Objects A and B are at the origin. If object A moves to #(0 ,4 )# and object B moves to #(9 ,8 )# over #3 s#, what is the relative velocity of object B from the perspective of object A? Assume that all units are denominated in meters.

Question

Objects A and B are at the origin.  If object A moves to #(0  ,4  )# and object B moves to #(9  ,8  )# over #3  s#, what is the relative velocity of object B from the perspective of object A?  Assume that all units are denominated in meters.

Elena Albarran · Accepted Answer

#3.14# #"m/s"#

We're asked to find the relative velocity of object #B# with respect to object #A#, given their positions after a time interval.

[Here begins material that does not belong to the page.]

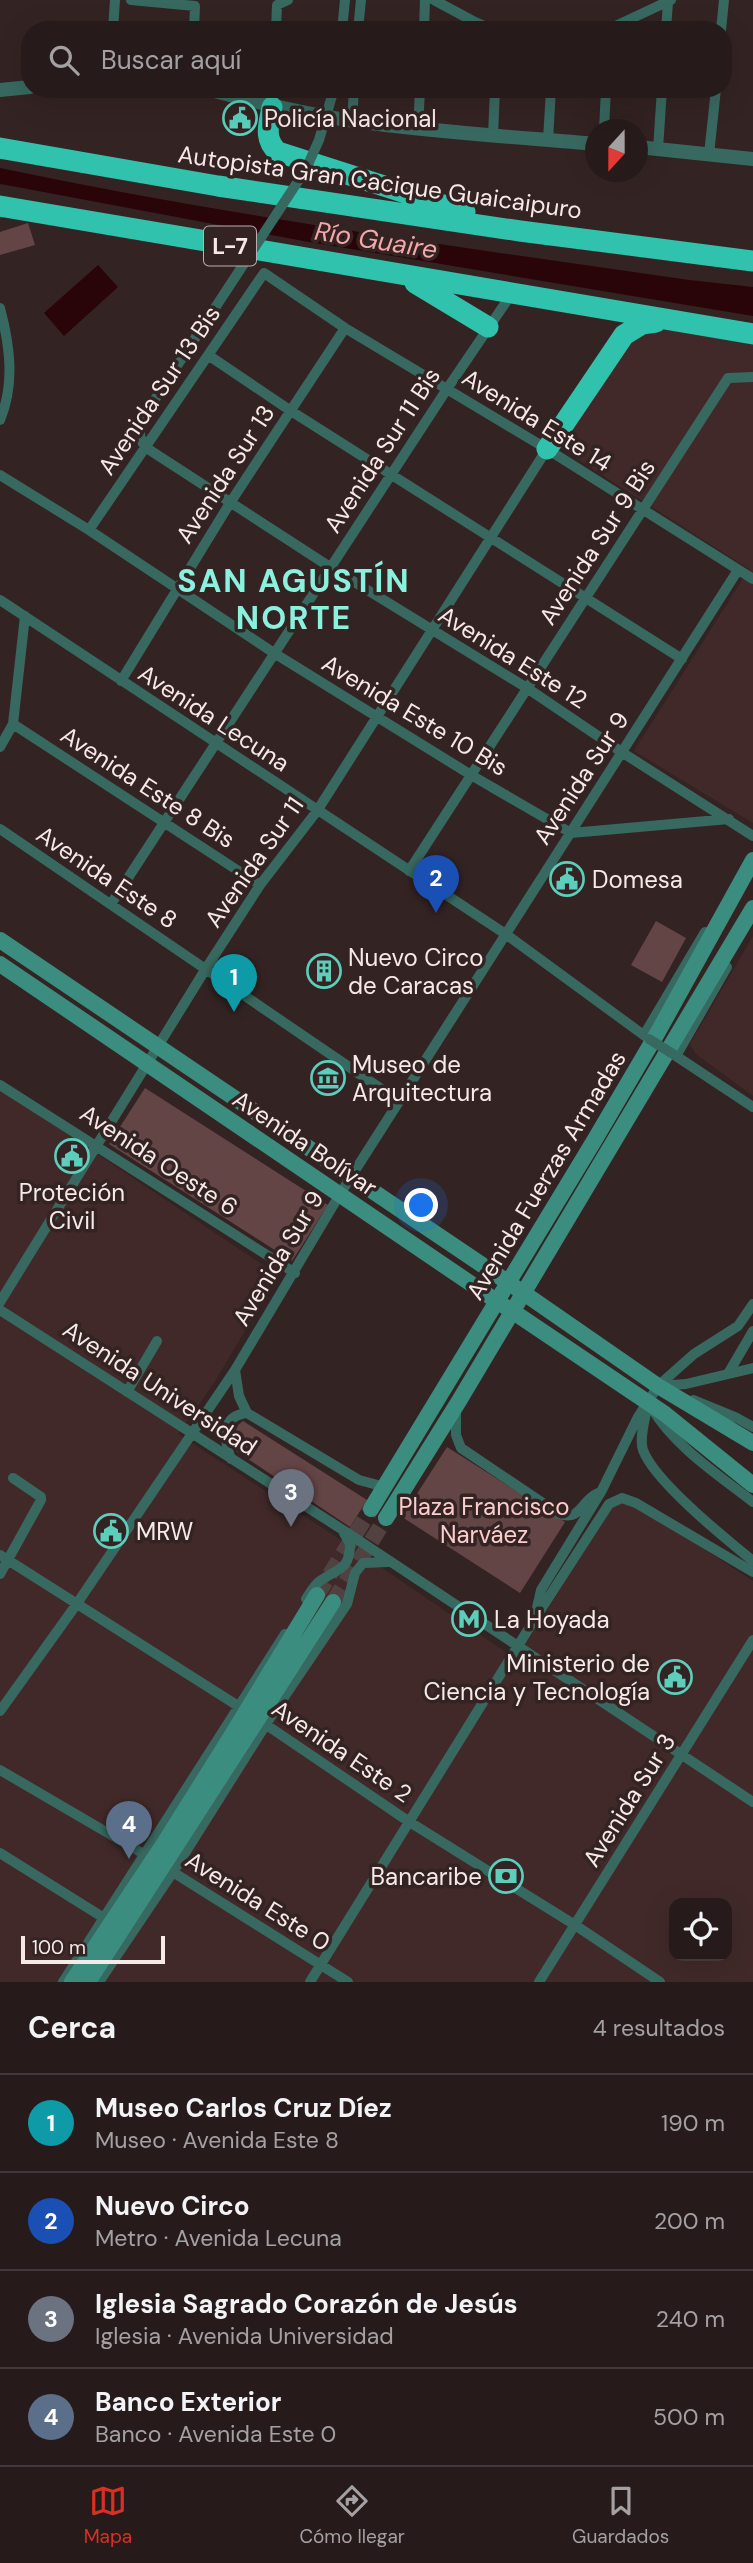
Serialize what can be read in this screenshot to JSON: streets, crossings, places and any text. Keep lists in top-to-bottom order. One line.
{"streets":{"highway":["Autopista Gran Cacique Guaicaipuro","L-7"],"main road":["Avenida Bolívar","Avenida Fuerzas Armadas"],"street":["Avenida Sur 13 Bis","Avenida Este 14","Avenida Sur 11 Bis","Avenida Sur 13","Avenida Sur 9 Bis","Avenida Este 12","Avenida Este 10 Bis","Avenida Lecuna","Avenida Sur 9","Avenida Este 8 Bis","Avenida Sur 11","Avenida Este 8","Avenida Oeste 6","Avenida Universidad","Avenida Este 2","Avenida Sur 3","Avenida Este 0"]},"crossings":[["Avenida Sur 13 Bis","Avenida Este 14"],["Avenida Sur 13 Bis","Avenida Este 12"],["Avenida Sur 13 Bis","Avenida Este 10 Bis"],["Avenida Este 14","Avenida Sur 11 Bis"],["Avenida Este 14","Avenida Sur 13"],["Avenida Este 14","Avenida Sur 9 Bis"],["Avenida Este 14","Avenida Sur 9"],["Avenida Este 14","Avenida Sur 11"],["Avenida Sur 11 Bis","Avenida Este 12"],["Avenida Sur 11 Bis","Avenida Este 10 Bis"],["Avenida Sur 11 Bis","Avenida Lecuna"],["Avenida Sur 11 Bis","Avenida Este 8 Bis"],["Avenida Sur 11 Bis","Avenida Este 8"],["Avenida Sur 13","Avenida Este 12"],["Avenida Sur 13","Avenida Este 10 Bis"],["Avenida Sur 13","Avenida Lecuna"],["Avenida Sur 9 Bis","Avenida Este 12"],["Avenida Sur 9 Bis","Avenida Este 10 Bis"],["Avenida Sur 9 Bis","Avenida Lecuna"],["Avenida Este 12","Avenida Sur 9"],["Avenida Este 12","Avenida Sur 11"],["Avenida Este 10 Bis","Avenida Sur 9"],["Avenida Este 10 Bis","Avenida Sur 11"],["Avenida Lecuna","Avenida Sur 9"],["Avenida Lecuna","Avenida Sur 11"],["Avenida Sur 9","Avenida Este 8"],["Avenida Sur 9","Avenida Bolívar"],["Avenida Sur 9","Avenida Oeste 6"],["Avenida Sur 9","Avenida Universidad"],["Avenida Sur 9","Avenida Este 2"],["Avenida Este 8 Bis","Avenida Sur 11"],["Avenida Sur 11","Avenida Este 8"],["Avenida Sur 11","Avenida Bolívar"],["Avenida Sur 11","Avenida Oeste 6"],["Avenida Universidad","Avenida Sur 3"],["Avenida Este 2","Avenida Sur 3"]],"districts":["SAN AGUSTÍN NORTE"],"water":["Río Guaire"],"parks":["Plaza Francisco Narváez"],"places":{"public building":["Policía Nacional","Domesa","Proteción Civil","MRW","Ministerio de Ciencia y Tecnología"],"building":["Nuevo Circo de Caracas"],"museum":["Museo de Arquitectura"],"metro station":["La Hoyada"],"bank":["Bancaribe"]},"scale_bar":"100 m","north":"bottom","page":{"search":"Buscar aquí","pins":["2","1","3","4"],"scale":"100 m","heading":["Cerca","4 resultados"],"list":[{"mark":"1","name":"Museo Carlos Cruz Díez","note":"Museo · Avenida Este 8","value":"190 m"},{"mark":"2","name":"Nuevo Circo","note":"Metro · Avenida Lecuna","value":"200 m"},{"mark":"3","name":"Iglesia Sagrado Corazón de Jesús","note":"Iglesia · Avenida Universidad","value":"240 m"},{"mark":"4","name":"Banco Exterior","note":"Banco · Avenida Este 0","value":"500 m"}],"nav":["Mapa","Cómo llegar","Guardados"]}}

Let's first find the (assumed to be constant) velocity components of #A# and #B# with respect to the origin:

#v_(Ax"/"O) = (4"m")/(3"s") = 1.33# #"m/s"#

#v_(Ay"/"O) = (0"m")/(3"s") = 0# #"m/s"#

#v_(Bx"/"O) = (9"m")/(3"s") = 3# #"m/s"#

#v_(By"/"O) = (8"m")/(3"s") = 2.67# #"m/s"#

The equation here for the velocity of #B# with respect to #A# is given by

#v_(B"/"A) = v_(B"/"O) + v_(O"/"A#

Here, the velocity #v_(O"/"A# of the origin with respect to #A# is simply the negative of the velocity of #v_(A"/"O)#

Dissecting this into its constituent parts, we have

#v_(Bx"/"Ax) = v_(Bx"/"O) + v_(O"/"Ax)#

#v_(By"/"Ay) = v_(By"/"O) + v_(O"/"Ay)#

Thus,

#v_(Bx"/"Ax) = 3"m/s" + (-1.33"m/s") = 1.67# #"m/s"#

#v_(By"/"Ay) = 2.67"m/s" + (-0"m/s") = 2.67# #"m/s"#

The magnitude of #vecv_(B"/"A)# is given by

#v_(B"/"A) = sqrt((v_(Bx"/"Ax))^2 + (v_(By"/"Ay))^2)#

#= sqrt((1.67"m/s")^2 + (2.67"m/s")^2) = color(red)(3.14# #color(red)("m/s"#

Thus, the relative speed of object #B# relative to #A# is #3.14# meters per second.

Lily Adams · Answer

undefined To find the relative velocity of object B from the perspective of object A, we need to calculate the displacement of B relative to A over the given time interval.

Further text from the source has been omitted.